As the drumbeat for adding collision avoidance technology as standard equipment on new vehicles gets louder, Acura’s recall of two models due to a problem with similar technology shows it is not infallible.

The brand recalled nearly 48,000 MDX and RLX models from 2014 and 2015 because the automatic emergency braking systems can malfunction. Acura’s “Collision Mitigation Braking System” can misinterpret the data it receives causing the vehicle to brake unnecessarily causing a rear-end collision.

The problem came to light in Japan in 2013 and after testing, Honda – Acura’s parent company – was able discover the problem.

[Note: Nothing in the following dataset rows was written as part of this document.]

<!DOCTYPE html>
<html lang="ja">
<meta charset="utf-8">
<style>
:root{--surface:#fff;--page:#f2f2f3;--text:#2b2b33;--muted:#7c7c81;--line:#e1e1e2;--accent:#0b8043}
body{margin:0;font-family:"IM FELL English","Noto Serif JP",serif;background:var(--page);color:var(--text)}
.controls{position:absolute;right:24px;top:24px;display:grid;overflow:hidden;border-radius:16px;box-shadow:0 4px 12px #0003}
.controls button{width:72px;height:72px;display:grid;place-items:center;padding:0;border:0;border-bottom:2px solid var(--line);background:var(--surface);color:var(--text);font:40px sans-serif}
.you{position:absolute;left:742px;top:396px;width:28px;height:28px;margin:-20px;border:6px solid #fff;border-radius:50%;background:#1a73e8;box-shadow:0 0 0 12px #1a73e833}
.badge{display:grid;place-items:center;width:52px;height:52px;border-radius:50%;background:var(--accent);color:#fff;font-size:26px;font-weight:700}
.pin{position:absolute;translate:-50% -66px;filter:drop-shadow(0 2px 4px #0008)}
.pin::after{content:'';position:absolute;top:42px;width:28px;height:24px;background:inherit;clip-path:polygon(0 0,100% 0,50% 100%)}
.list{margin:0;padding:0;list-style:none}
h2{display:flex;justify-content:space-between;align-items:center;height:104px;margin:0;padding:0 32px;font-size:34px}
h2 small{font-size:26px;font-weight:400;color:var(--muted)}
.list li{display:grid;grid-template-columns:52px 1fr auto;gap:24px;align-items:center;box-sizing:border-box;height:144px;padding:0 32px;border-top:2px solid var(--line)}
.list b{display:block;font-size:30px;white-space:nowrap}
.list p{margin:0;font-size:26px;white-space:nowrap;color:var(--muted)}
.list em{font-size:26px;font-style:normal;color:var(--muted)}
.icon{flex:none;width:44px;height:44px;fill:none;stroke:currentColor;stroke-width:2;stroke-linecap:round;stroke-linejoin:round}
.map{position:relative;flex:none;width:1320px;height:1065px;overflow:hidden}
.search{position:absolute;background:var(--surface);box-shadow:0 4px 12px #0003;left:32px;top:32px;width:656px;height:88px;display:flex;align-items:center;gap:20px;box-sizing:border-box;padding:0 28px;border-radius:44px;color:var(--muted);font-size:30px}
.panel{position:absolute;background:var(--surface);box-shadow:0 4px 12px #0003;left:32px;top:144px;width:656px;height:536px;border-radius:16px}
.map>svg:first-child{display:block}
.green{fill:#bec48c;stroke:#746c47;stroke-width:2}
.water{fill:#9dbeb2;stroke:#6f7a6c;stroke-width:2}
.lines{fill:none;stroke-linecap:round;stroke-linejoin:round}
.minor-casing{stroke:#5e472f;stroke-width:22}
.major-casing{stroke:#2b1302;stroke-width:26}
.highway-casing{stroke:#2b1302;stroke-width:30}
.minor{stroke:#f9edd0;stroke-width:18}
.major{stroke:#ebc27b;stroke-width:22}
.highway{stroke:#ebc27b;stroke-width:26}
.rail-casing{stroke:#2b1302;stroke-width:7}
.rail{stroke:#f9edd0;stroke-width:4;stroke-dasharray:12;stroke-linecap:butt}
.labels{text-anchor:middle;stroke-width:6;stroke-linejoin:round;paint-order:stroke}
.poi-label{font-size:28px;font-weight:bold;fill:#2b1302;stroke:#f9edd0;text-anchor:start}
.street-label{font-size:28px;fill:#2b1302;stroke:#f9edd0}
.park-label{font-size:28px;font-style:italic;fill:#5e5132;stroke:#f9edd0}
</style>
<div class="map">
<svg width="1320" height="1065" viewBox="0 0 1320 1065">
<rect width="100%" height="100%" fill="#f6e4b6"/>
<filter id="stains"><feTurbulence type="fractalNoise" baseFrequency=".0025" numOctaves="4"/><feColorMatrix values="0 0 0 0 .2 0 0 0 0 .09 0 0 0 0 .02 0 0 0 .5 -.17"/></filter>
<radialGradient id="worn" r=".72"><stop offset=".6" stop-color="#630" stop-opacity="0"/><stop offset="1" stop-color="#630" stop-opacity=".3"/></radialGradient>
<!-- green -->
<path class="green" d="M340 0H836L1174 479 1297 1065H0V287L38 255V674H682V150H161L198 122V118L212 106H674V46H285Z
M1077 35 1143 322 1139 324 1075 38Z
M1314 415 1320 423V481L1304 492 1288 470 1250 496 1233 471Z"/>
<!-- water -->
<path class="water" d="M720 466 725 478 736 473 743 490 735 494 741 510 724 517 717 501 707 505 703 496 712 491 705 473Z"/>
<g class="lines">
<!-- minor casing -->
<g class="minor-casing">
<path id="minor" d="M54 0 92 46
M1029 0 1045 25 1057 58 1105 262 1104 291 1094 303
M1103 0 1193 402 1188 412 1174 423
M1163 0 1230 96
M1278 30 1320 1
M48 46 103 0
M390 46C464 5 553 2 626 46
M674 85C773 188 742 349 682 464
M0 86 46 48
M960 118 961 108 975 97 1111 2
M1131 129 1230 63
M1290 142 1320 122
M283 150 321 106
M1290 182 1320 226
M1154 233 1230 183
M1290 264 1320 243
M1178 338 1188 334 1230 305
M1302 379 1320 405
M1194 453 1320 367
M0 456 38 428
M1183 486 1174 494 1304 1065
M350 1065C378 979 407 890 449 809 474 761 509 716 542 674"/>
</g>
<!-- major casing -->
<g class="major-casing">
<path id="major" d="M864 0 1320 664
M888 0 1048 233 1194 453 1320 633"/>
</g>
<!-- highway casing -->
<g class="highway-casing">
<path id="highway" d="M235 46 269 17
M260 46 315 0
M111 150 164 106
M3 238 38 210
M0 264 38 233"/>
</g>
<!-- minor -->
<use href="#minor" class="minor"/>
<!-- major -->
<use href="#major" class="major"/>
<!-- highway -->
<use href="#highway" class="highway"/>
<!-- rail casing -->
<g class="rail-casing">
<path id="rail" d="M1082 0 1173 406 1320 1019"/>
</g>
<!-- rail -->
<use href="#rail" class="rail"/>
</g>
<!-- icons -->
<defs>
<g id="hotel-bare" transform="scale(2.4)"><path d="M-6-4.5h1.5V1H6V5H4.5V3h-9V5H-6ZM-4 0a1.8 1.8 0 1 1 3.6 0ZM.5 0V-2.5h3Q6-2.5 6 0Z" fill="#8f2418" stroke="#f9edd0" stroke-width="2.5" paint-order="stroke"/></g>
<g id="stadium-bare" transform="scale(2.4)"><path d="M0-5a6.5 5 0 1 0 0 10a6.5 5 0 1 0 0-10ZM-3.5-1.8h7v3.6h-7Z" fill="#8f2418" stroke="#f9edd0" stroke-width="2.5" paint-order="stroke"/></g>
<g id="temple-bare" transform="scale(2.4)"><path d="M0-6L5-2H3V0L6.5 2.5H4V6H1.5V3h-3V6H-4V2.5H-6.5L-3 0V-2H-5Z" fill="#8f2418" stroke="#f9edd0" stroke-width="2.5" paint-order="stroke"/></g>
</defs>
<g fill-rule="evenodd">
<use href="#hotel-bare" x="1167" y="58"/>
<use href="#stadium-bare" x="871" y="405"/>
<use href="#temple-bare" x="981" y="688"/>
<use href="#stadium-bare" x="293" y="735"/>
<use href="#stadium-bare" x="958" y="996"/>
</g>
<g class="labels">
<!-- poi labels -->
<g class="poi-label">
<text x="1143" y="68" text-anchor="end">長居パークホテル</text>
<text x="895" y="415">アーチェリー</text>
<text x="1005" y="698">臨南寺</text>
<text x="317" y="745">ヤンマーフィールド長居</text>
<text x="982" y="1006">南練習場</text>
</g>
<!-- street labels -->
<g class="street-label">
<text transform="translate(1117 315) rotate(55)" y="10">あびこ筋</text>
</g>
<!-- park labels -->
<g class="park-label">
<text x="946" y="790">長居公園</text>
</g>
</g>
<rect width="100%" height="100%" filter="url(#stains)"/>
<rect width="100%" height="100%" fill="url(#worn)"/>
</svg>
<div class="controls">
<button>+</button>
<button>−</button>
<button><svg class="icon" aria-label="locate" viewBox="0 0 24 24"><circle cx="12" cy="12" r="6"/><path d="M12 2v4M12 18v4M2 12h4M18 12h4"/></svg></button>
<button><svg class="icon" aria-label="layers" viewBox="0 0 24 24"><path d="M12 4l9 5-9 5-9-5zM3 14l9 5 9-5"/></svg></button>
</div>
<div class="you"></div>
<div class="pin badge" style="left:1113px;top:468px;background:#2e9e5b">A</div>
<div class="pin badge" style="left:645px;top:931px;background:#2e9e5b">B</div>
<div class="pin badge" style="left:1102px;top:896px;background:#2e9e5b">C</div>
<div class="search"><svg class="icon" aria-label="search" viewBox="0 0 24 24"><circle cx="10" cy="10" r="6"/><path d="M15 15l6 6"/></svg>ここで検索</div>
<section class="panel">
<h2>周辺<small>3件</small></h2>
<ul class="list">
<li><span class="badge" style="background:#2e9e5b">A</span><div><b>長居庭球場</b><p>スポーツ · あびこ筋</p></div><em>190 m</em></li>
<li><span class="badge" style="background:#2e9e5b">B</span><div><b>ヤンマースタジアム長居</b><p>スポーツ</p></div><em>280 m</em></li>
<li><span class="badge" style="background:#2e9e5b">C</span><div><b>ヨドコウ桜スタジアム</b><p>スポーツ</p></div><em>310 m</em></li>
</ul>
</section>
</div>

The system can become confused and step on the brakes when it detects another vehicle accelerating in front while simultaneously driving along an iron fence or metal guardrail, according to Honda.

Later versions of the system actually stop the vehicles before a crash, but those versions aren’t affected by the recall.

Acura's RLX is also part of the recall of 48,000 vehicles for problems with its collision avoidance technology.

The company says it has no reports of warranty claims, incidents or injuries in the U.S. due to the problem. Dealers will update the system software free of charge for owners. The Acura recall isn’t the first time systems like this have had a problem.

(Click Here for details about OnStar’s injury prediction system’s accuracy.)

Last week, the National Highway Traffic Safety Administration began investigating complaints about 2014 Jeep Grand Cherokees using a similar system are braking for no reason. The recall comes as earlier this week the National Transportation Safety Board issued a call for making collision avoidance technology standard equipment on vehicles, like airbags.

Perhaps more importantly, the agency thinks it should come at no cost to consumers.

(Federal safety officials want to mandate crash avoidance tech. Click Here for the story.)

“You don’t pay extra for your seat belt, and you shouldn’t have to pay extra for technology that can help prevent a collision altogether,” said Christopher Hart, chairman, National Transportation Safety Board (NTSB).

The agency released a 60-page report outlining the need for the technology, suggesting that more than 80% of the 1,700 deaths and 500,000 injuries in the 1.7 million rear-end collisions in 2012 could have been eliminated or lessened if the technology were mandated.

(NHTSA prototype could keep drunks off the road. Click Here for more.)

Currently, the technology is typically available on high-priced vehicles as part of a larger suite of technologies, such as adaptive cruise control. Including the option on a vehicle generally adds at least $1,000 to the price of the vehicle. Aftermarket versions can be purchased for as little as $1,100.